Crônica perdida*
Por Zeza Amaral
Nem ao mar, nem à terra, nem ao homem. Apenas o papel sustenta uma poesia, uma letra de canção, uma carta, uma bíblia. E assim perdi uma crônica quando desliguei o computador. E ninguém salva o que está na selva de um computador. Ou você salva ou se ferra. Eu me ferrei.
E nem lembro do que estava escrevendo. No momento até que achei que seria um bom assunto e assim fui. Parei para tomar um café e esqueci de salvar o texto. A mulher chegou de seus afazeres e abaixou a tela do laptop. E lá se foi tudo o que havia lá. Já vivi situação semelhante. Aliás, muito pior. Escrevi a letra de um samba para uma bela melodia do saudoso Alfredinho Soares e guardei em um guardanapo. E veio uma chuva de verão e fiquei molhado naquela madrugada. Gosto de chuva. Gosto de água. E o guardanapo se esmoleceu no meu bolso.
Nunca lembrei da letra do samba. Foi embora com as águas da chuva. E até hoje tento escrever um samba da chuva que levou as palavras de um guardanapo de botequim. E o Alfredinho foi embora, o Césinha foi embora, o Nadir foi embora, e tudo foi embora do meu samba perdido numa noite de chuva.
Não reclamo de nada. Não sou e nunca fui tabuleta de esquina. Apenas sinto falta de bons velhos companheiros de botequim.
Perdi muitas coisas na vida. Relógio, uma pulseira de prata, e até mesmo um violão. Mas o que nunca me doeu foi uma moça que prometeu um grande amor e desapareceu. O que dói mesmo é o samba do guardanapo, naquela chuva de madrugada.
Alfredinho foi embora e sempre reclamou daquela letra. E não estou com vontade de falar sobre o assunto. Mesmo porque o defunto está ausente. E a rima foi proposital em nome da saudade.

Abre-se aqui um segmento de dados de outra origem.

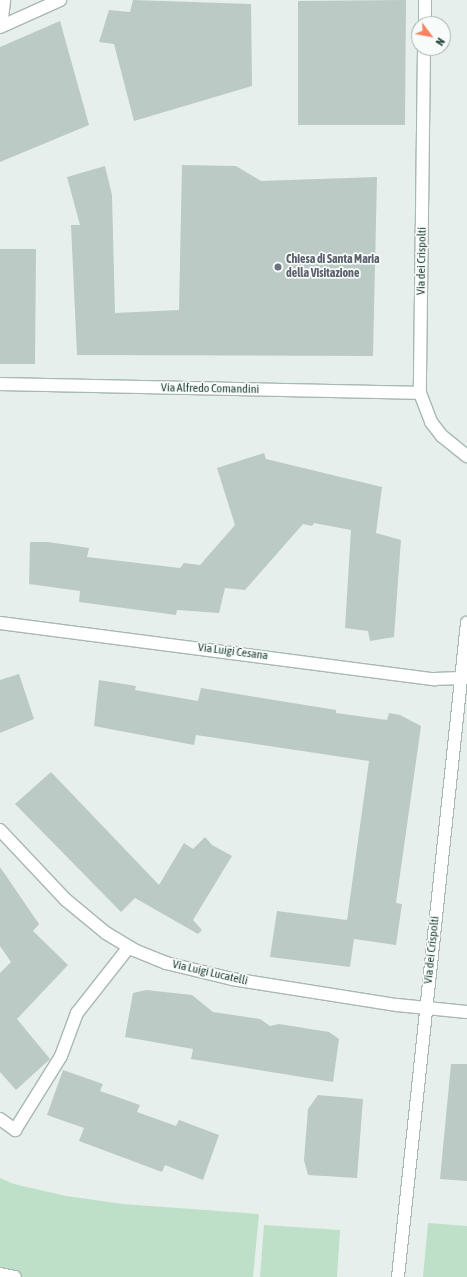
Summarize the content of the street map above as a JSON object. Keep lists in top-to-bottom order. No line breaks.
{"streets":{"street":["Via dei Crispolti","Via Alfredo Comandini","Via Luigi Cesana","Via Luigi Lucatelli"]},"crossings":[["Via dei Crispolti","Via Alfredo Comandini"],["Via dei Crispolti","Via Luigi Cesana"],["Via dei Crispolti","Via Luigi Lucatelli"]],"places":["Chiesa di Santa Maria della Visitazione"],"north":"bottom right"}
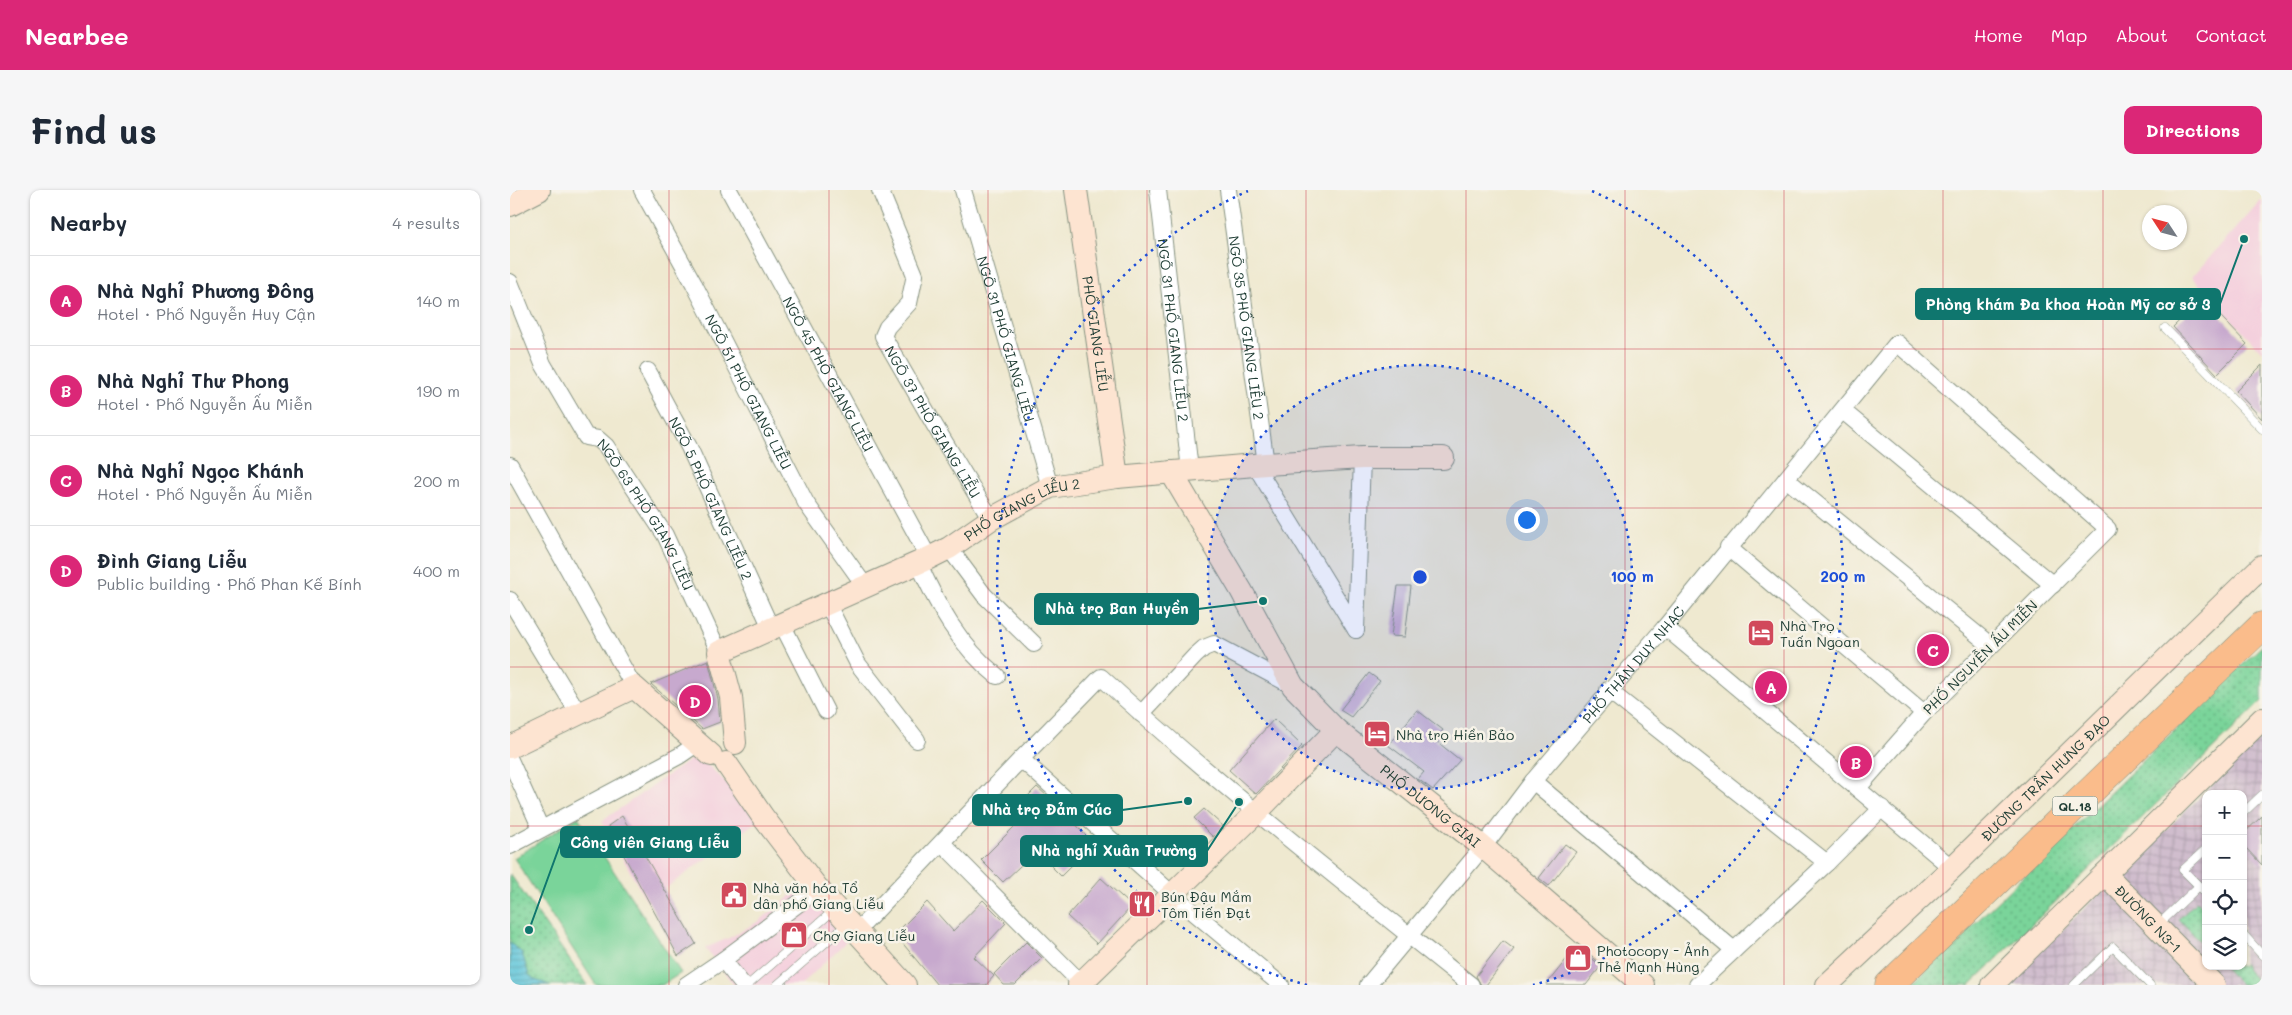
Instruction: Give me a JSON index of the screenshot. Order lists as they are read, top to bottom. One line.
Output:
{"streets":{"highway":["QL.18"],"main road":["PHỐ GIANG LIỄU","PHỐ GIANG LIỄU 2","ĐƯỜNG TRẦN HƯNG ĐẠO","PHỐ DƯƠNG GIAI","ĐƯỜNG N3-1"],"street":["NGÕ 35 PHỐ GIANG LIỄU 2","NGÕ 31 PHỐ GIANG LIỄU 2","NGÕ 31 PHỐ GIANG LIỄU","NGÕ 45 PHỐ GIANG LIỄU","NGÕ 51 PHỐ GIANG LIỄU","NGÕ 37 PHỐ GIANG LIỄU","NGÕ 5 PHỐ GIANG LIỄU 2","NGÕ 63 PHỐ GIANG LIỄU","PHỐ NGUYỄN ẤU MIỄN","PHỐ THÂN DUY NHẠC"]},"crossings":[["NGÕ 35 PHỐ GIANG LIỄU 2","PHỐ GIANG LIỄU 2"],["NGÕ 31 PHỐ GIANG LIỄU 2","PHỐ GIANG LIỄU 2"],["NGÕ 31 PHỐ GIANG LIỄU 2","PHỐ DƯƠNG GIAI"],["PHỐ GIANG LIỄU","PHỐ GIANG LIỄU 2"],["NGÕ 31 PHỐ GIANG LIỄU","PHỐ GIANG LIỄU 2"],["NGÕ 45 PHỐ GIANG LIỄU","PHỐ GIANG LIỄU 2"],["NGÕ 51 PHỐ GIANG LIỄU","PHỐ GIANG LIỄU 2"],["NGÕ 37 PHỐ GIANG LIỄU","PHỐ GIANG LIỄU 2"],["NGÕ 5 PHỐ GIANG LIỄU 2","PHỐ GIANG LIỄU 2"],["PHỐ GIANG LIỄU 2","NGÕ 63 PHỐ GIANG LIỄU"],["PHỐ GIANG LIỄU 2","PHỐ DƯƠNG GIAI"],["PHỐ NGUYỄN ẤU MIỄN","PHỐ THÂN DUY NHẠC"],["PHỐ THÂN DUY NHẠC","PHỐ DƯƠNG GIAI"]],"places":{"other":["Phòng khám Đa khoa Hoàn Mỹ cơ sở 3","Nhà trọ Ban Huyền","Nhà trọ Đảm Cúc","Nhà nghỉ Xuân Trường","Công viên Giang Liễu"],"hotel":["Nhà Trọ Tuấn Ngoan","Nhà trọ Hiền Bảo"],"public building":["Nhà văn hóa Tổ dân phố Giang Liễu"],"restaurant":["Bún Đậu Mắm Tôm Tiến Đạt"],"shop":["Chợ Giang Liễu","Photocopy - Ảnh Thẻ Mạnh Hùng"]},"north":"top left","page":{"header":"Nearbee","nav":["Home","Map","About","Contact"],"buttons":"Directions","title":"Find us","heading":["Nearby","4 results"],"list":[{"mark":"A","name":"Nhà Nghỉ Phương Đông","note":"Hotel · Phố Nguyễn Huy Cận","value":"140 m"},{"mark":"B","name":"Nhà Nghỉ Thư Phong","note":"Hotel · Phố Nguyễn Ấu Miễn","value":"190 m"},{"mark":"C","name":"Nhà Nghỉ Ngọc Khánh","note":"Hotel · Phố Nguyễn Ấu Miễn","value":"200 m"},{"mark":"D","name":"Đình Giang Liễu","note":"Public building · Phố Phan Kế Bính","value":"400 m"}],"pins":["C","A","D","B"],"map_buttons":["+","−"]},"rings":["100 m","200 m"]}
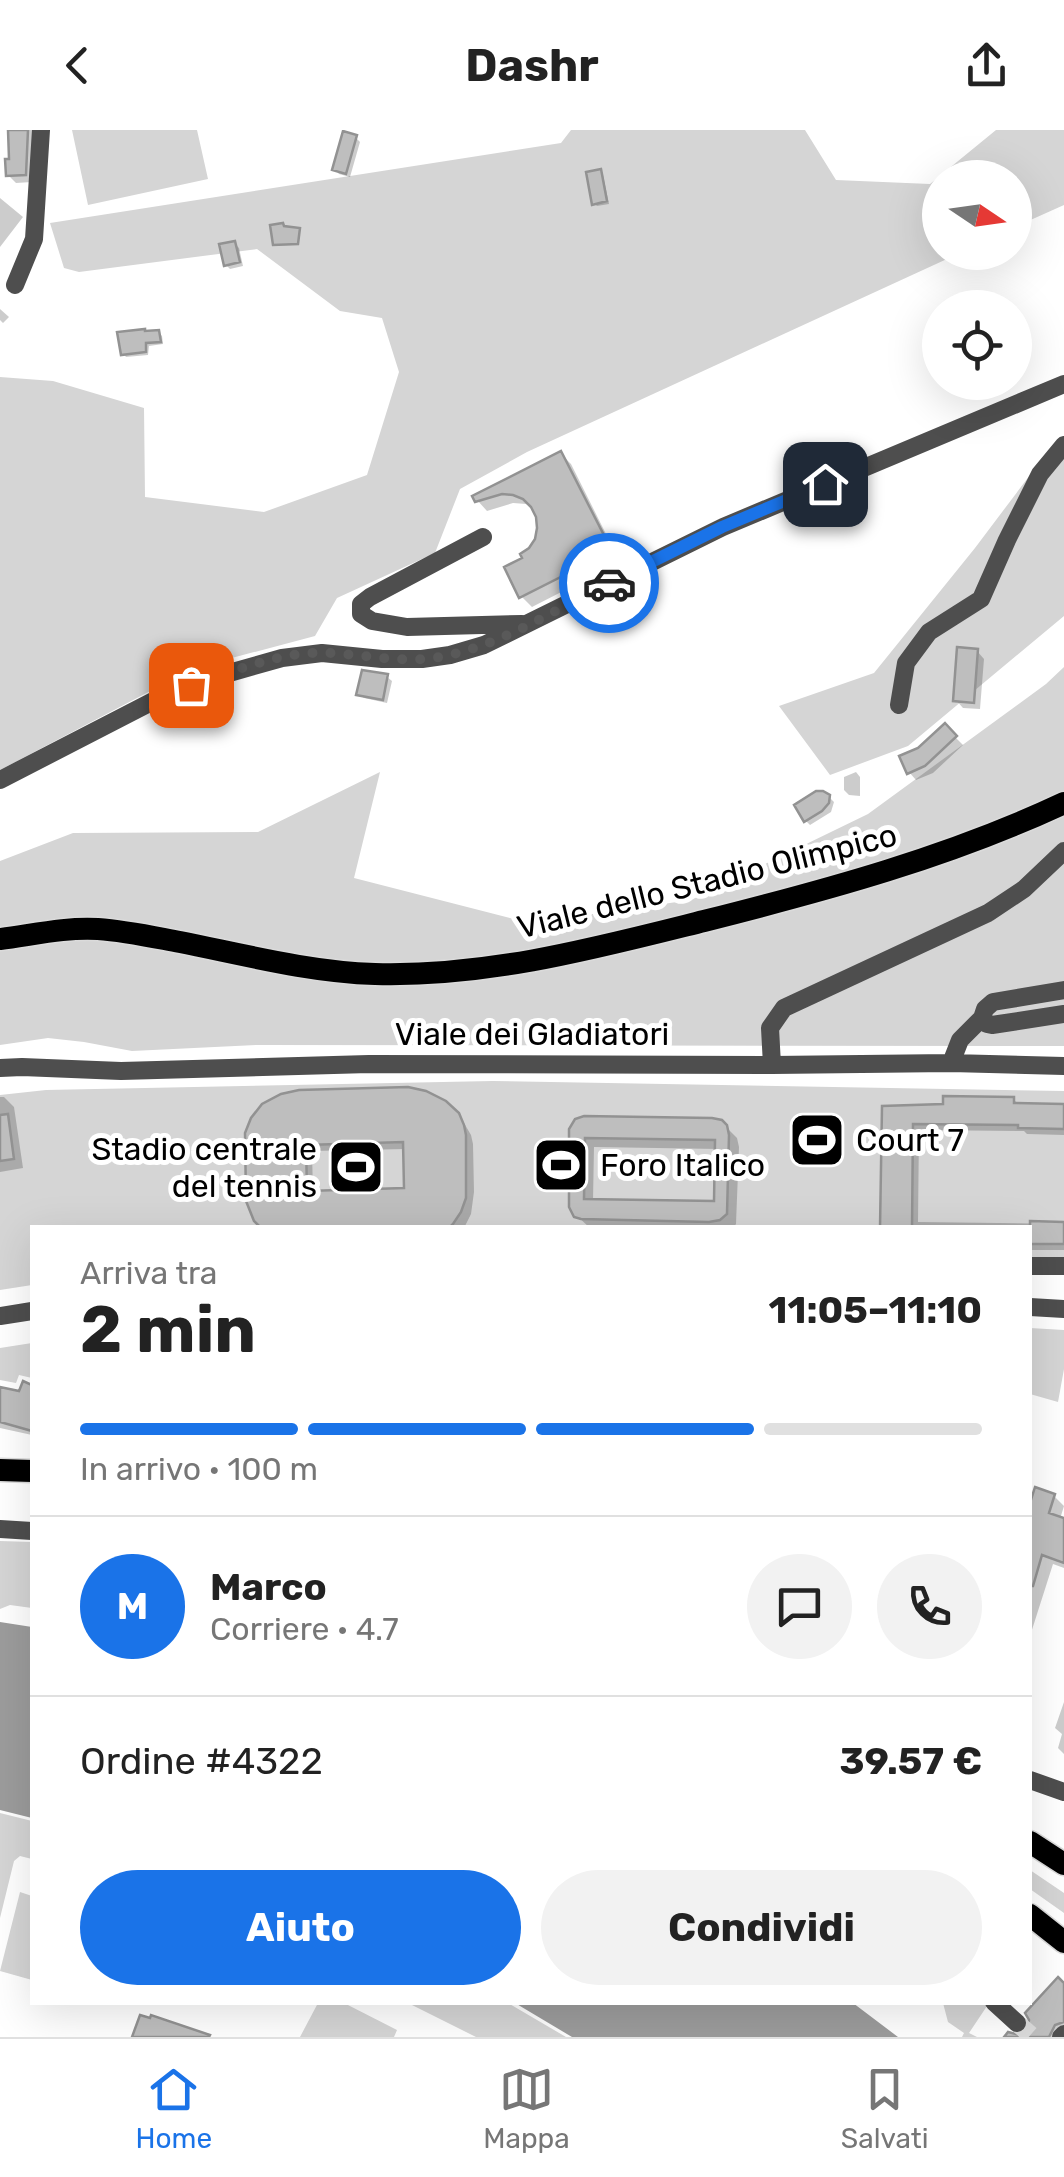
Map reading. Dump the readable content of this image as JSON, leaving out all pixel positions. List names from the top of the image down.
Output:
{
  "streets": {
    "main road": ["Viale dello Stadio Olimpico"],
    "street": ["Viale dei Gladiatori"]
  },
  "places": {
    "sports": ["Court 7", "Foro Italico", "Stadio centrale del tennis"]
  },
  "north": "right",
  "page": {
    "header": "Dashr",
    "heading": ["2 min", "Arriva tra", "11:05–11:10"],
    "panel": [
      "Marco",
      "Corriere · 4.7",
      "Ordine #4322",
      "39.57 €"
    ],
    "bar": "In arrivo · 100 m",
    "round": "M",
    "buttons": ["Aiuto", "Condividi"],
    "tabs": ["Home", "Mappa", "Salvati"]
  }
}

A Adega Florence foi um lar; e os italianos foram nossos pais naquela boêmia, nos cuidando, nos alimentando e, mais ainda, cuidando das nossas canções, oferecendo papéis e canetas. E um prego para pendurar nossos porres.
Teve um tempo em que tive de tirar a barba e cortar o cabelo. Era uma exigência para fazer a minha carteira de identidade. E naquela madrugada apareci na adega limpo de pelos. Tinha um repórter de um jornal paulistano fazendo uma matéria sobre a madrugada de Campinas. Eu apareci no pedaço e ninguém me reconheceu. E os amigos disseram ao repórter que o cara para explicar a boêmia de Campinas seria eu.
Eu estava lá, me alegrando com a consideração, até que o garçom me reconheceu: pelo aroma da minha colônia. Disse a ele para curtir o momento inusitado e por um bom tempo tive a sincera amizade dos amigos de botequim. Foi quando me traí quando falei “sensacional” e o Alfredinho sacou a frase. Só eu falava daquele jeito. E tudo terminou em boas prosas e risadas.
O repórter não entendeu nada e se mandou em um fusca da Folha de São Paulo. Nunca soubemos da matéria. E nem do nome do rapaz. E as letras dos nossos sambas ficaram gravados em nossas etílicas memórias. Ou seja: foram esquecidas pelas mesas da Adega Florence. Houve algumas que resistiram à noite e até hoje carrego algumas comigo.
Alfredinho se foi. Césinha também se mandou. Gabrinha da Cuíca se escafedeu. E tantos outros se mandaram da vida. E estou aqui com as minhas prosas e velhos sambas de boteco. Pode parecer pouco, é claro, mas é tudo o que tenho na vida. É isso. Mas a crônica perdida deve andar por aí.
*Texto publicado em 19 de fevereiro de 2022 no Hora Campinas.
Zeza Amaral foi jornalista, escritor e músico; faleceu no dia 3 de outubro de 2024.